■ WORK ITEM: Read through the records. Copy each line that has the word "image".

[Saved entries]
━━━━━━━━━━━━━━━━━━━━

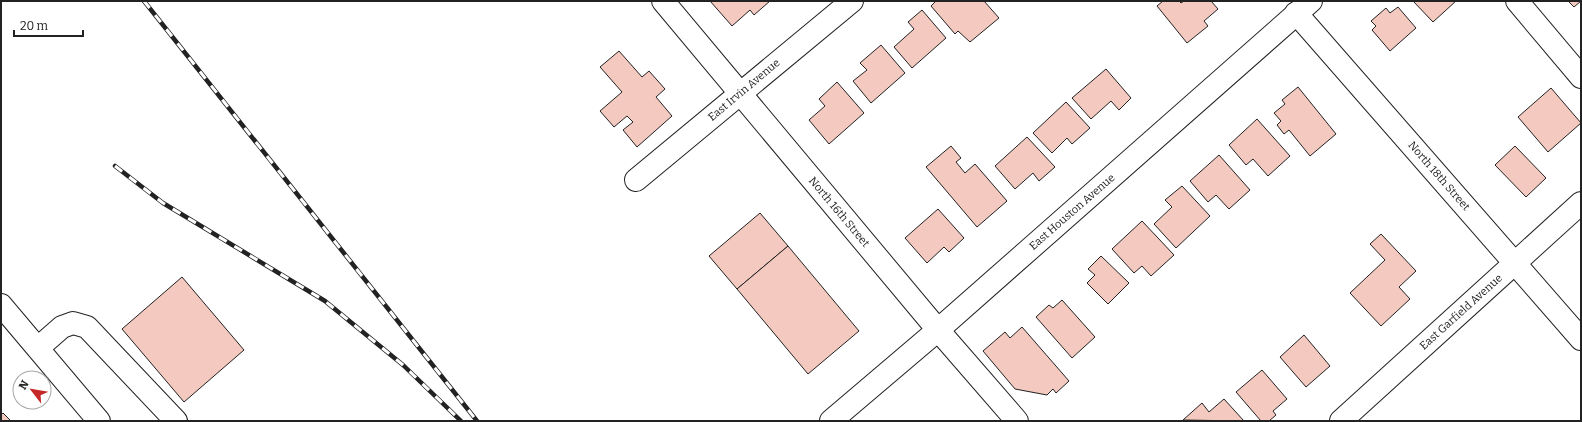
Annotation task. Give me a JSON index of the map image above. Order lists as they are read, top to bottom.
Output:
{
  "streets": {
    "street": [
      "East Irvin Avenue",
      "North 18th Street",
      "North 16th Street",
      "East Houston Avenue",
      "East Garfield Avenue"
    ]
  },
  "crossings": [
    ["East Irvin Avenue", "North 16th Street"],
    ["North 18th Street", "East Houston Avenue"],
    ["North 18th Street", "East Garfield Avenue"],
    ["North 16th Street", "East Houston Avenue"]
  ],
  "scale_bar": "20 m",
  "north": "top left"
}
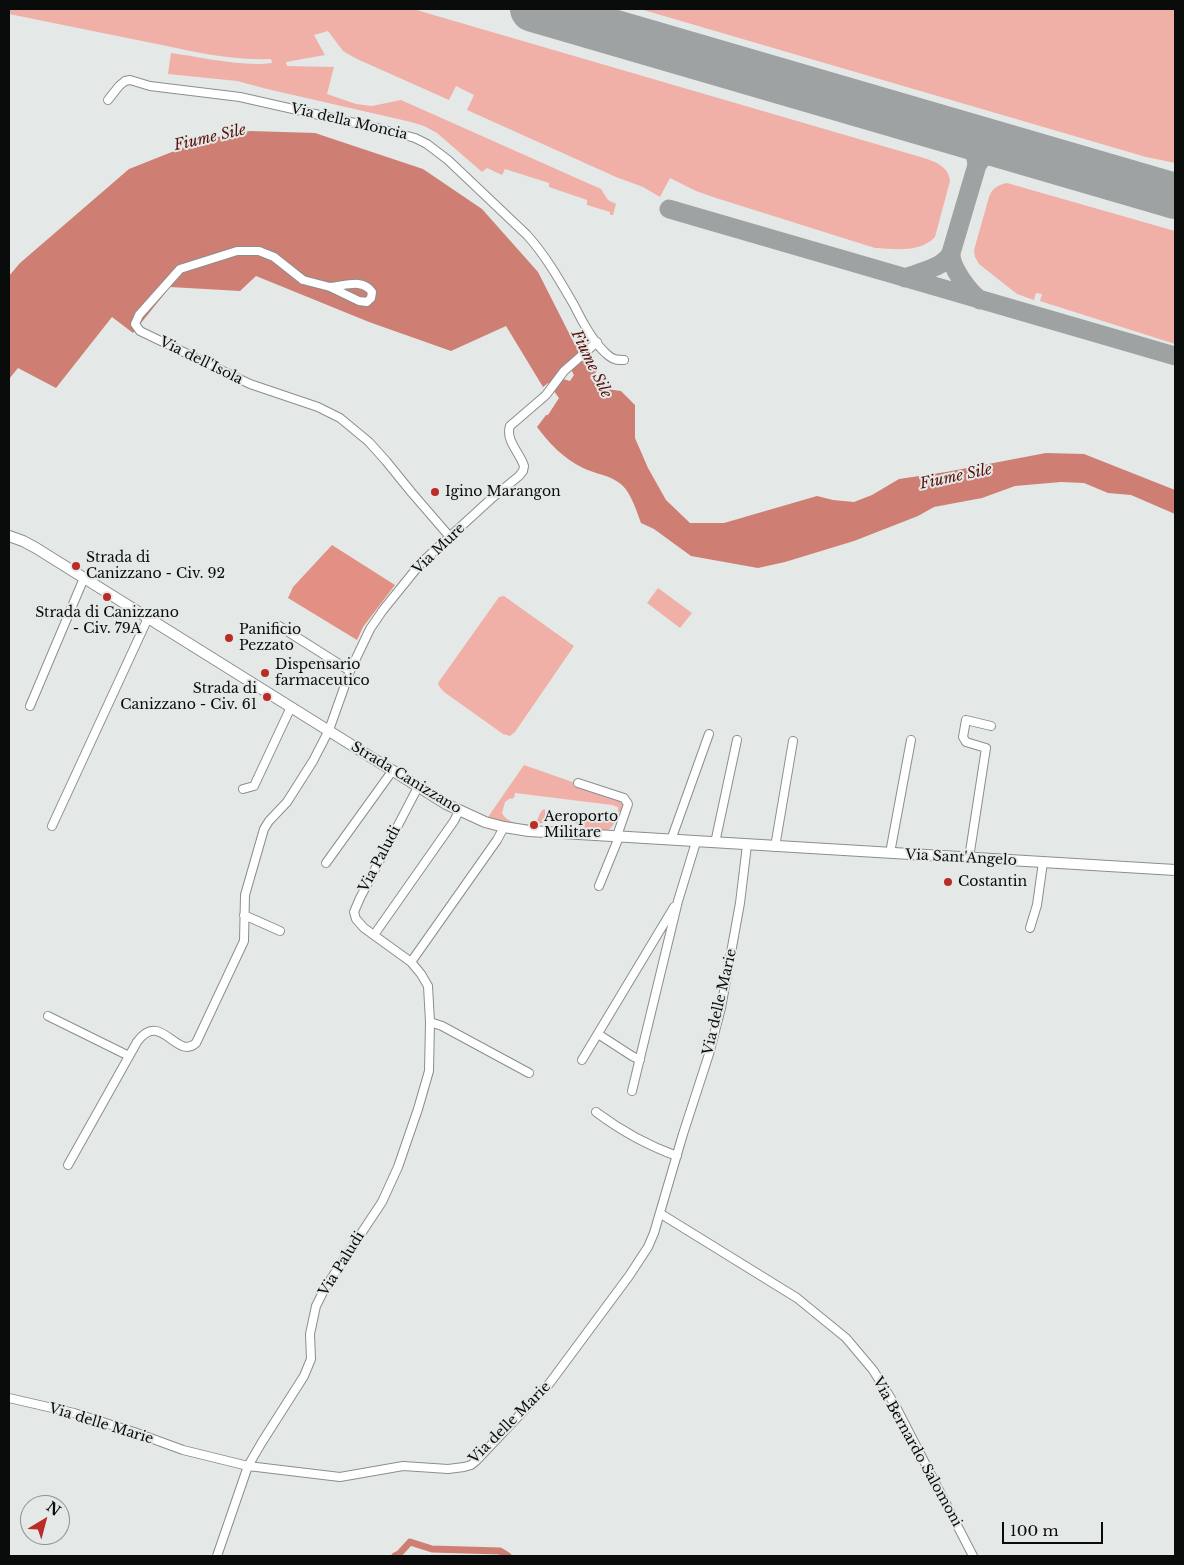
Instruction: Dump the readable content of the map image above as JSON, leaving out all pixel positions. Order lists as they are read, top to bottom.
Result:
{
  "streets": {
    "street": [
      "Via della Moncia",
      "Via dell'Isola",
      "Via Mure",
      "Strada Canizzano",
      "Via Sant'Angelo",
      "Via Paludi",
      "Via delle Marie",
      "Via Bernardo Salomoni"
    ]
  },
  "crossings": [
    ["Via della Moncia", "Via Mure"],
    ["Via dell'Isola", "Via Mure"],
    ["Via Mure", "Strada Canizzano"],
    ["Strada Canizzano", "Via Sant'Angelo"],
    ["Strada Canizzano", "Via Paludi"],
    ["Strada Canizzano", "Via delle Marie"],
    ["Via Sant'Angelo", "Via delle Marie"],
    ["Via Paludi", "Via delle Marie"],
    ["Via delle Marie", "Via Bernardo Salomoni"]
  ],
  "water": ["Fiume Sile"],
  "places": [
    "Igino Marangon",
    "Strada di Canizzano - Civ. 92",
    "Strada di Canizzano - Civ. 79A",
    "Panificio Pezzato",
    "Dispensario farmaceutico",
    "Strada di Canizzano - Civ. 61",
    "Aeroporto Militare",
    "Costantin"
  ],
  "scale_bar": "100 m",
  "north": "top right"
}
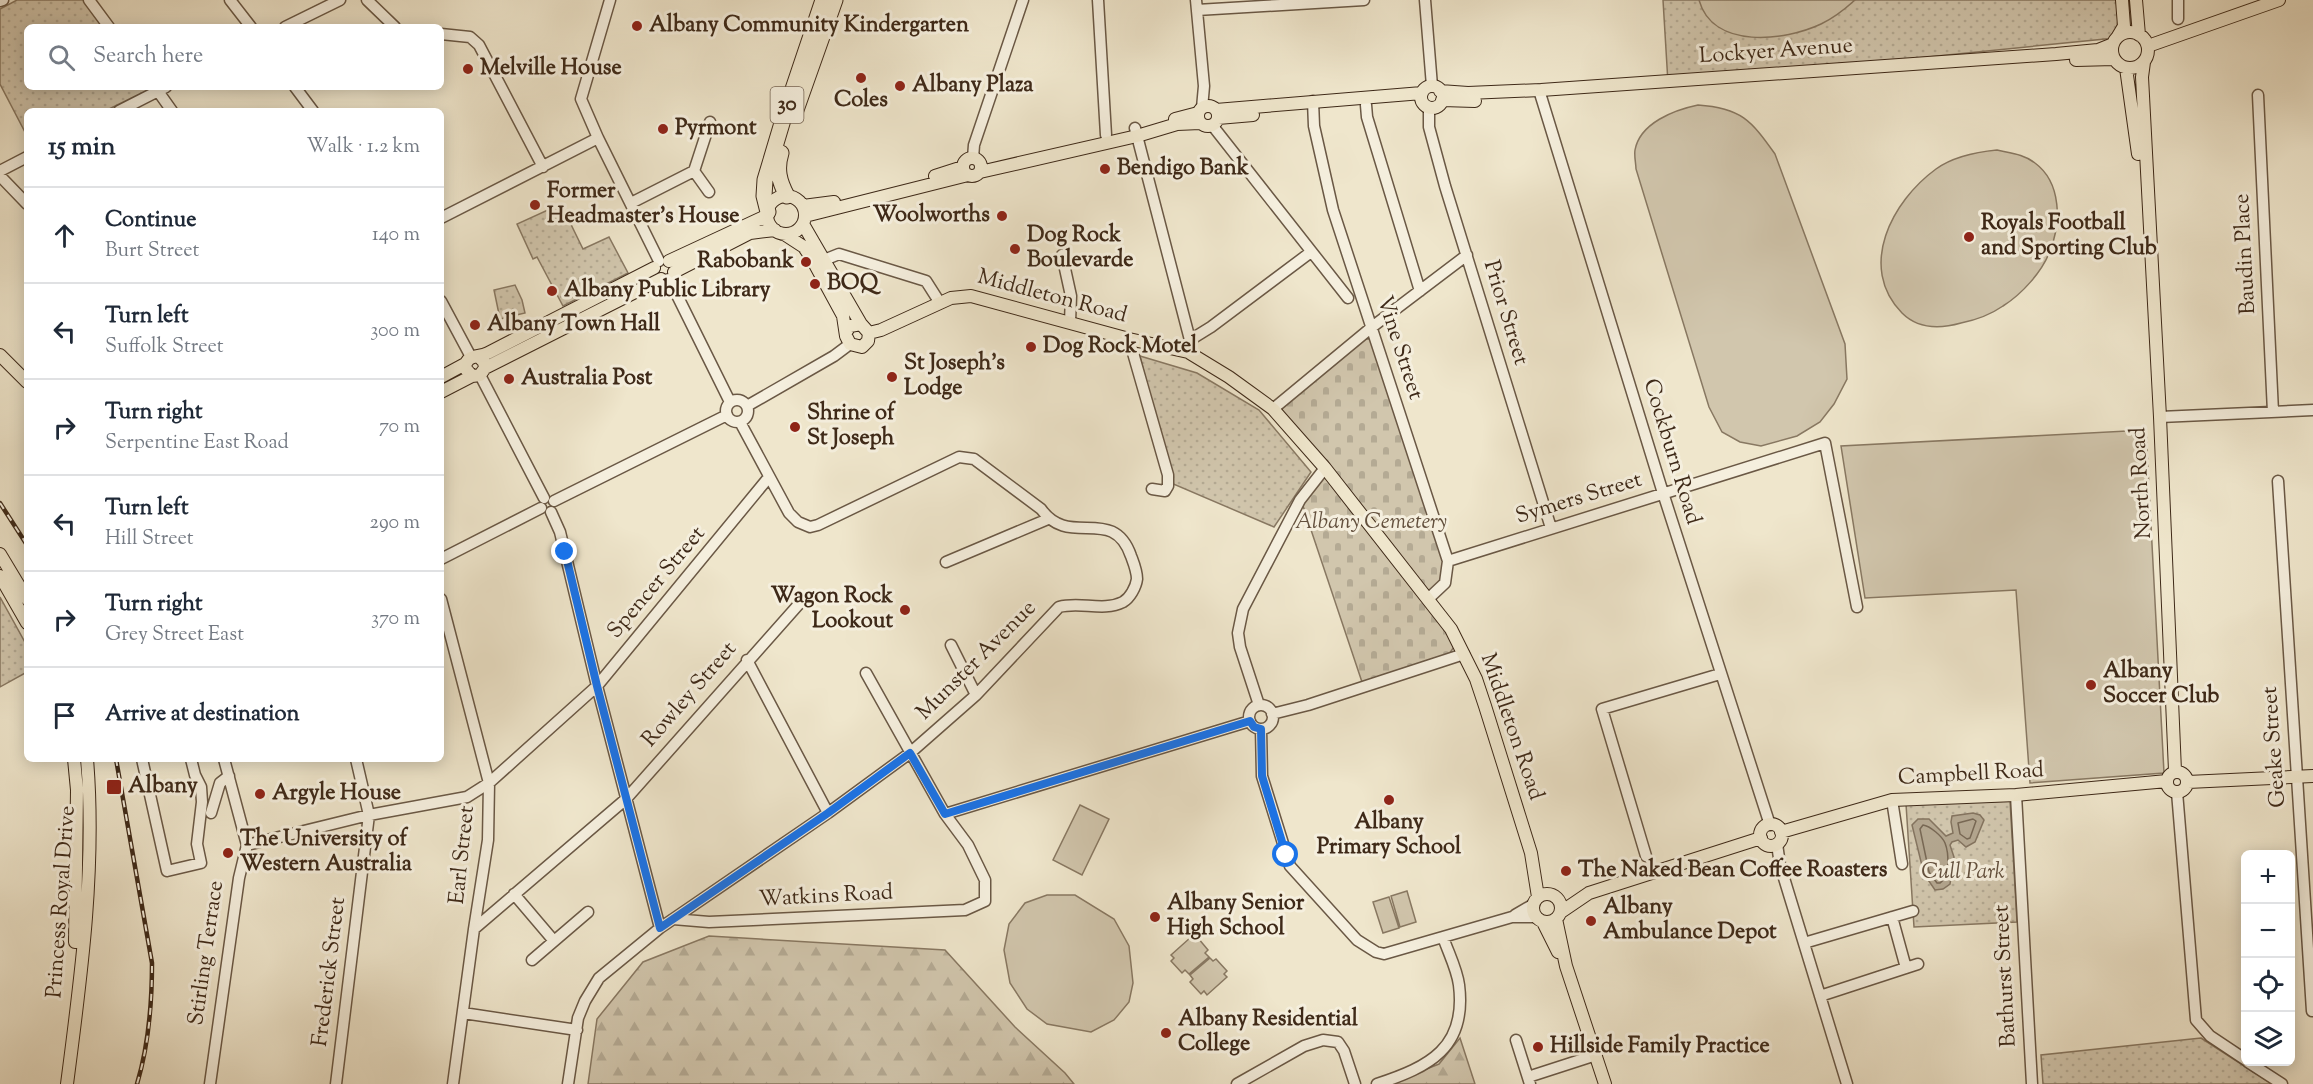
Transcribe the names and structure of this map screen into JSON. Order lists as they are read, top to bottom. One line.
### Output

━━━━━━━━━━━━━━━━━━━━

■ ANSWER BOX:
Annotation task. Give me a JSON index of the map image above. Order lists as they are read, top to bottom.
Instruction: Dump the readable content of the map image above as JSON, leaving out all pixel positions. Order lists as they are read, top to bottom.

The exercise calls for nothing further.